The growing sophistication of virtual reality has allowed developers to simulate real world environments in a virtual world. The developments aren’t just making the graphics look more realistic but rather adding the laws of physics into the code base. This naturally tricks out brains to believe that something is functioning the way it's supposed to. If I drop a ball or throw it, the path it follows should simulate what it would look like in the real world if virtual reality is attempting to become fully immersive. But what about other aspects of physics? How is virtual reality going to recreate the feeling of me getting tackled in football or falling after a dunk. Well it can't, virtual reality can trick the eyes but the other senses are much more complicated. The experience is not just slightly altered, it is physically different. In real sports, the body absorbs force and reacts on feel in real time. In virtual environments, those forces are simulated visually but not physically enacted on the body. Human perception relies heavily on proprioception and kinesthetic feedback- the bodies awareness of space, balance and impact- which virtual environments fail to recreate. Without the physical forces of nature acting on the body, virtual reality feels unrealistic and lacking.

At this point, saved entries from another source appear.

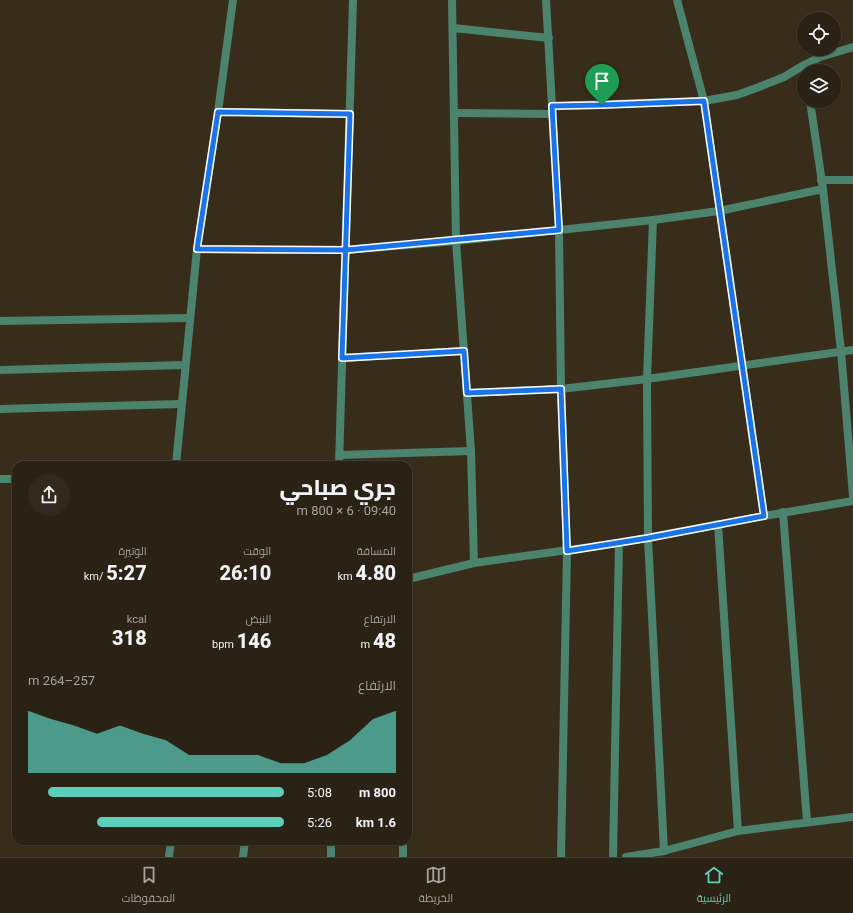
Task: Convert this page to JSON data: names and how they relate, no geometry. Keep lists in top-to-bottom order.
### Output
{
  "page": {
    "heading": ["جري صباحي", "09:40 · 6 × 800 m"],
    "stats": [
      ["المسافة", "4.80 km"],
      ["الوقت", "26:10"],
      ["الوتيرة", "5:27 /km"],
      ["الارتفاع", "48 m"],
      ["النبض", "146 bpm"],
      ["kcal", "318"]
    ],
    "chart": ["الارتفاع", "257–264 m"],
    "list": [
      {
        "name": "800 m",
        "note": "5:08"
      },
      {
        "name": "1.6 km",
        "note": "5:26"
      }
    ],
    "tabs": ["الرئيسية", "الخريطة", "المحفوظات"]
  }
}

When I had the pleasure of stepping into virtual reality myself, I was excited to know that laws of physics were already incorporated into games such as first steps, and they had ping pong as a way to introduce the user to the possibility of sports in virtual reality. But something always felt off when I was swinging the paddle, it wasn't that the ball was going in a weird direction and not obeying the laws of physics, but rather the vibration I get in my hand when I do hit the ball. When I play racket sports like ping pong or badminton in real life, the feeling of making contact with the ball is indistinguishable. In virtual reality, that feedback is reduced to controller vibrations, a simplified substitute for a far more complex sensory experience.

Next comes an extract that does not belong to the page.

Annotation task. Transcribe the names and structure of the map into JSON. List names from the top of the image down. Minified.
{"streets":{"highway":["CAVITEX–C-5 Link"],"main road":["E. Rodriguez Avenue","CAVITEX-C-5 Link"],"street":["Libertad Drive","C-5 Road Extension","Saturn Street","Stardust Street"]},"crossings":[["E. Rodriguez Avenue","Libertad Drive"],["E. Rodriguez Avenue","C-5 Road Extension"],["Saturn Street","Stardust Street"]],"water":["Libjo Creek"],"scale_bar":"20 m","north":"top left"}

Yes, I was able to still hit the ball, but my brain still made a distinction between what I was experiencing with what I was used to. In addition, in a sport where movement and feel is key, the virtual version lacked that, it felt no different then playing a sports game online, where you stood in place and only moved your hand.
Researches such as Slater and Sanches-Vives encompass this in their research paper Enhancing our lives with immersive virtual reality by stating “it would be important to carry out rigorous studies to check in case small differences between the VR version and the real version might lead to poor skills transfer, or incorrect learning”, there are aspects of sports that the virtual world just can't recreate. Throughout a subsection of their report on virtual reality, they repeatedly emphasize how virtual reality will fall short of physical aspects in sports such as muscle activation and movements like tackling in football. These contact instances complicate how accurately VR can be with sports as they don't present the same danger sense that real contact does. Injury in contact sports is something that's just unavoidable in certain circumstances: even in non contact sports, rolling your ankle over a poor decision is a very real possibility, a possibility that only exists in the real world. Due to ethical reasons no game should ever be able to physically harm its user, I shouldn't get a dislocated shoulder in real life over a tackle in Madden nor should I get one in any virtual reality. But without aspects like these there will never fully feel immersive.
Virtual reality can trick the eyes but it can never truly trick the body. Sports will still be integrated into virtual reality at some point, it will still serve as an escape from reality and a chance for us to destress and reorganize. The way in which it is done will never feel the same as when you do in the real world. Humans are creatures of action, we evolved on muscle feedback and interaction with our environment through our senses, strip that away and we don't feel like ourselves, we don’t feel human.